The forward looking statements included in this presentation involve subjective judgment and analysis and are subject to significant uncertainties, risks and contingencies, many of which are outside the control of, and are unknown to, the Group. In particular, they speak only as of the date of these materials, they assume the success of the Group’s business strategies, and they are subject to significant regulatory, business, competitive and economic uncertainties and risks. Actual future events may vary materially from forward looking statements and the assumptions on which those statements are based. Given these uncertainties, readers are cautioned not to place undue reliance on such forward looking statements.
The Group, or persons associated with it, may have an interest in the securities mentioned in this presentation, and may earn fees as a result of transactions described in this presentation or transactions in securities in INA.
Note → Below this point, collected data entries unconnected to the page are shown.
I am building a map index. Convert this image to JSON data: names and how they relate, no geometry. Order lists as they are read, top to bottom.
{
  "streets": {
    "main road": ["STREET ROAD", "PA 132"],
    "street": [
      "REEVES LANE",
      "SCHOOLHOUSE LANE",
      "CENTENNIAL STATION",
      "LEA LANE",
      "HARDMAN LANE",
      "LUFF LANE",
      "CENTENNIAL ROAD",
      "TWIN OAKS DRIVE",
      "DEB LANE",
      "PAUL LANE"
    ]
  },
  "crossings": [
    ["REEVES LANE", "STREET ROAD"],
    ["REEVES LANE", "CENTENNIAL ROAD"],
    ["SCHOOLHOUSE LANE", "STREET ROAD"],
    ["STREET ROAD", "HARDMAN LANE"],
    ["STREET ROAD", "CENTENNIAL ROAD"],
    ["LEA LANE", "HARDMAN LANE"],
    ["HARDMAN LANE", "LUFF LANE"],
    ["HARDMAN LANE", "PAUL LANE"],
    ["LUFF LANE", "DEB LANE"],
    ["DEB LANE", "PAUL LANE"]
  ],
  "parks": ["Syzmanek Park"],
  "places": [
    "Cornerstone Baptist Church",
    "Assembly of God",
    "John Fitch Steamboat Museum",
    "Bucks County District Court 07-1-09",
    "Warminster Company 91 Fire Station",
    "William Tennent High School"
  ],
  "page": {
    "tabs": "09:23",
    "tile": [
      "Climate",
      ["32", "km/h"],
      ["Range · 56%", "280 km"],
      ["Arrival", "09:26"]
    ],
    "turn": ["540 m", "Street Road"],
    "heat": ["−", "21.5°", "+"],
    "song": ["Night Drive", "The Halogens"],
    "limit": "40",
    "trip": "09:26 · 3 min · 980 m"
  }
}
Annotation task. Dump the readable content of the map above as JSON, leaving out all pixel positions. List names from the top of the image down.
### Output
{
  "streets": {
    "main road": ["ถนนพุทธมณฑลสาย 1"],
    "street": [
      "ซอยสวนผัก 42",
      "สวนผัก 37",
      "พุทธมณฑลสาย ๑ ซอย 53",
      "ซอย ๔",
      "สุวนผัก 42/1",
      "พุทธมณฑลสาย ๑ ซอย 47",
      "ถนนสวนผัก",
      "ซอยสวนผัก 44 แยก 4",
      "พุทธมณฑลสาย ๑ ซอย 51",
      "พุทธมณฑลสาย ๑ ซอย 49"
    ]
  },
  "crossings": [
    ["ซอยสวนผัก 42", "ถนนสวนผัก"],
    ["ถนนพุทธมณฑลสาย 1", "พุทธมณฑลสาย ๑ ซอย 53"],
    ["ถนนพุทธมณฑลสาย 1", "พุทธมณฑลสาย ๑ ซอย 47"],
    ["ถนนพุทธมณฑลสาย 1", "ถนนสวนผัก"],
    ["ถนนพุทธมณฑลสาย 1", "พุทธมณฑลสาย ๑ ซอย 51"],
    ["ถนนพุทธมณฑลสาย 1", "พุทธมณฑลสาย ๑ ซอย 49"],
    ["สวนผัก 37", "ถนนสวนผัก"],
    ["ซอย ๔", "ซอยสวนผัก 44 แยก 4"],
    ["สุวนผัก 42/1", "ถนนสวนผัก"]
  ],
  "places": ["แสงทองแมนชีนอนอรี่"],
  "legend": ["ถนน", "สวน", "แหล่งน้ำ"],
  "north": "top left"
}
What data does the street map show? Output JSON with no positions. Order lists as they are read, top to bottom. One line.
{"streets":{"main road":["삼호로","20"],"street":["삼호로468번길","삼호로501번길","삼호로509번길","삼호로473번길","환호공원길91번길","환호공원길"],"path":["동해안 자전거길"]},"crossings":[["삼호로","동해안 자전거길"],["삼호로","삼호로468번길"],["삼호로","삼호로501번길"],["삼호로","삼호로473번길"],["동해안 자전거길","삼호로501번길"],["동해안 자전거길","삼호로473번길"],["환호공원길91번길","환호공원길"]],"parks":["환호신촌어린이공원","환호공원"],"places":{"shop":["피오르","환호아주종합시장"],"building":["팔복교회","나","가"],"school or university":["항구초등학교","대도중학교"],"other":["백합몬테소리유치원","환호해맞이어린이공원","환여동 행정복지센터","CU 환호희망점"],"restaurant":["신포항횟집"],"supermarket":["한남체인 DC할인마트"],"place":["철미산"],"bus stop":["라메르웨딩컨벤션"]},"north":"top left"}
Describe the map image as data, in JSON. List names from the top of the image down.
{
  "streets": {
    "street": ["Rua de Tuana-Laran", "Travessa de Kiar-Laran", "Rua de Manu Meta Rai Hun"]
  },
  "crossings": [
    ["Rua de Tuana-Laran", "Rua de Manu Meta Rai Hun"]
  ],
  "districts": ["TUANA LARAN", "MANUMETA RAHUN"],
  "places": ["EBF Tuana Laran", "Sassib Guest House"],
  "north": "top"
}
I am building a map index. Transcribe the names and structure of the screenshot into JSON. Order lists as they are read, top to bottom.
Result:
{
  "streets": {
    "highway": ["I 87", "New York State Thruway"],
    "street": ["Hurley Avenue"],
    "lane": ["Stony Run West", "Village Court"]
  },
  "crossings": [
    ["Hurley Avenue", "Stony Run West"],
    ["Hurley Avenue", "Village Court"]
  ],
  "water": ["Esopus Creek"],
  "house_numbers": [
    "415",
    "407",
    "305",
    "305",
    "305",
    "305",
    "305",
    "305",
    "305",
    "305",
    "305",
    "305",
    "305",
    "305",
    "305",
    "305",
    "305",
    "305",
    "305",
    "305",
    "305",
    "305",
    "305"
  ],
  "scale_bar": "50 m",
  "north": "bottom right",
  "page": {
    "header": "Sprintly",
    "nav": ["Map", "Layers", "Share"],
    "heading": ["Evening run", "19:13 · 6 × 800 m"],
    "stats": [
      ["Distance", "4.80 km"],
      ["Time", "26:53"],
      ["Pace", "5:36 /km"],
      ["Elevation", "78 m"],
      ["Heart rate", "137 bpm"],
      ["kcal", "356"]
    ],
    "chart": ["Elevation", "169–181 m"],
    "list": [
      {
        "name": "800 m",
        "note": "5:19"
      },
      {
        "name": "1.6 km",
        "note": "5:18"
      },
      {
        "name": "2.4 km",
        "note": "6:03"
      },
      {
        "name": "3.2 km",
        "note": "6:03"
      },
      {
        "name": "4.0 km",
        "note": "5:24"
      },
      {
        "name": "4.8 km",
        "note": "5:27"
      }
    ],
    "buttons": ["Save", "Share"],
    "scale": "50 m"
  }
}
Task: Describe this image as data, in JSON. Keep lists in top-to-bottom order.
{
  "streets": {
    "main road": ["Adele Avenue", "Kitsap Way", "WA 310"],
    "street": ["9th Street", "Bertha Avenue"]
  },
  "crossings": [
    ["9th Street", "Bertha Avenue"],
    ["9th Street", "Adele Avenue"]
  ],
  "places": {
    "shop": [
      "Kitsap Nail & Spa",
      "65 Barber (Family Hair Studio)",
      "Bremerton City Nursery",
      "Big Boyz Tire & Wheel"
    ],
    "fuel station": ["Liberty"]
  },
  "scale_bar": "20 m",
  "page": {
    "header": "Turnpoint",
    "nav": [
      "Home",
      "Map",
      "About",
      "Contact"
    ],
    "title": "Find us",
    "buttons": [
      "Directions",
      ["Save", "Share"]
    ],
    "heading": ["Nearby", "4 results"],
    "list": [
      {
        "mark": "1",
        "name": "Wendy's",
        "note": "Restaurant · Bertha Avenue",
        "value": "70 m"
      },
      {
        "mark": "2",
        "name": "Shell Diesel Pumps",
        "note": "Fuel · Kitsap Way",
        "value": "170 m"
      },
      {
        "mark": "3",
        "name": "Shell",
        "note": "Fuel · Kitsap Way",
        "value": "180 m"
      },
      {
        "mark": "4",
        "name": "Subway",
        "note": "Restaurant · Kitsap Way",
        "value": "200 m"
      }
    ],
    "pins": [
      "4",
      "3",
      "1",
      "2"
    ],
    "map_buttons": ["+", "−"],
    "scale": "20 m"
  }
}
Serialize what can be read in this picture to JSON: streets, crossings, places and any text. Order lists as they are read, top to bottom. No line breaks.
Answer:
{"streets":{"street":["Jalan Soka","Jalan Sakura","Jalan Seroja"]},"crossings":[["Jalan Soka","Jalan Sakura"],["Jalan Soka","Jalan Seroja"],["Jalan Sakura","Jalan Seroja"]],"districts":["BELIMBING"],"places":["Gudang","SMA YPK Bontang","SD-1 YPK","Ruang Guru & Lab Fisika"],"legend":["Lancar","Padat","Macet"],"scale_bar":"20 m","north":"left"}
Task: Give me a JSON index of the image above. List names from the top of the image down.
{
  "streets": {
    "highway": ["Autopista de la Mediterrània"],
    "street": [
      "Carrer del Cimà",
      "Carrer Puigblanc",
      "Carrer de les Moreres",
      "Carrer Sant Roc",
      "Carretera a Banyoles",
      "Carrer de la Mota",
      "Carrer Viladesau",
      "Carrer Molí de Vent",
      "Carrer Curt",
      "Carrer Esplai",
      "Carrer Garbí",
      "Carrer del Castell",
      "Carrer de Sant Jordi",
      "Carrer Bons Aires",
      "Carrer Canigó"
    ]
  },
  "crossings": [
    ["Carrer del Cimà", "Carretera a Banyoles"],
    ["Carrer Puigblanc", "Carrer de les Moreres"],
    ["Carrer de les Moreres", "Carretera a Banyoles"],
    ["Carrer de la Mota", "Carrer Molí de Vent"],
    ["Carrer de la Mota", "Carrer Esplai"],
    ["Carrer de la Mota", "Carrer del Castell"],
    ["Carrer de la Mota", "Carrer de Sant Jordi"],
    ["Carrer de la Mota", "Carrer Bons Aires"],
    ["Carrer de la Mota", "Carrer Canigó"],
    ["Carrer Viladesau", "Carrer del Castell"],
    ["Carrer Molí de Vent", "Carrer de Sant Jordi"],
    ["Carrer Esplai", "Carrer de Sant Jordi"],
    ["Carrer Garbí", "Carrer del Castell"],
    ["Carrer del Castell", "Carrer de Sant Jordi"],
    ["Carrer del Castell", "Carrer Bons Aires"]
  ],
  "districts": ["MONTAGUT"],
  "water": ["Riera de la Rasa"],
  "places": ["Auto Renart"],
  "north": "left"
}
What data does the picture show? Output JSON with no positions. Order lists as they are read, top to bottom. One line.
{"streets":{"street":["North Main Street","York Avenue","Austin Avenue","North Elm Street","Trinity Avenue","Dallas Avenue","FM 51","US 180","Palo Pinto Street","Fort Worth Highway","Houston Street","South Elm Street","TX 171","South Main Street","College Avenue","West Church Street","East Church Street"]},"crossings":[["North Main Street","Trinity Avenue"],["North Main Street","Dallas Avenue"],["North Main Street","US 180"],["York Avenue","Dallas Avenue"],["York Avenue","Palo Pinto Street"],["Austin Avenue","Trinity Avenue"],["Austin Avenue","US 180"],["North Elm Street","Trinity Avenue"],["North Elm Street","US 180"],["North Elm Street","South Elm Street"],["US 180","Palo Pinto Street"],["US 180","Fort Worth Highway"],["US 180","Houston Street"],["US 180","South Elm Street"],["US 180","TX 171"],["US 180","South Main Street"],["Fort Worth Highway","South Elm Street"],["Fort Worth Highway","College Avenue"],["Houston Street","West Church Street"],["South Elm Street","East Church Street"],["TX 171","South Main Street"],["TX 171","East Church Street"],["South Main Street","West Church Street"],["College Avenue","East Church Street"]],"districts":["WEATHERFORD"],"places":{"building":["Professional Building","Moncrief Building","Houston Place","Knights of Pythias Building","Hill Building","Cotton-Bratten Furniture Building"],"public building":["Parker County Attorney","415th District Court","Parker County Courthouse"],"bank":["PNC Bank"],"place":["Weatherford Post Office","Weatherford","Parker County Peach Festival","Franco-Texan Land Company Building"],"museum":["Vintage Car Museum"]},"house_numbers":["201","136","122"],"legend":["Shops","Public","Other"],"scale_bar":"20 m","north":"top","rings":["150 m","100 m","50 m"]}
This document is not an offer to sell or a solicitation of an offer to subscribe or purchase or a recommendation of any securities.
Except as required by law, no representation or warranty, express or implied, is made as to the fairness, accuracy or completeness of the information, opinions and conclusions, or as to the reasonableness of any assumption, contained in this presentation. By reading this presentation and to the extent permitted by law, the reader releases each entity in the Group and its affiliates, and any of their respective directors, officers, employees, representatives or advisers from any liability (including, without limitation, in respect of direct, indirect or consequential loss or damage or loss or damage arising by negligence) arising in relation to any reader relying on anything contained in or omitted from this presentation.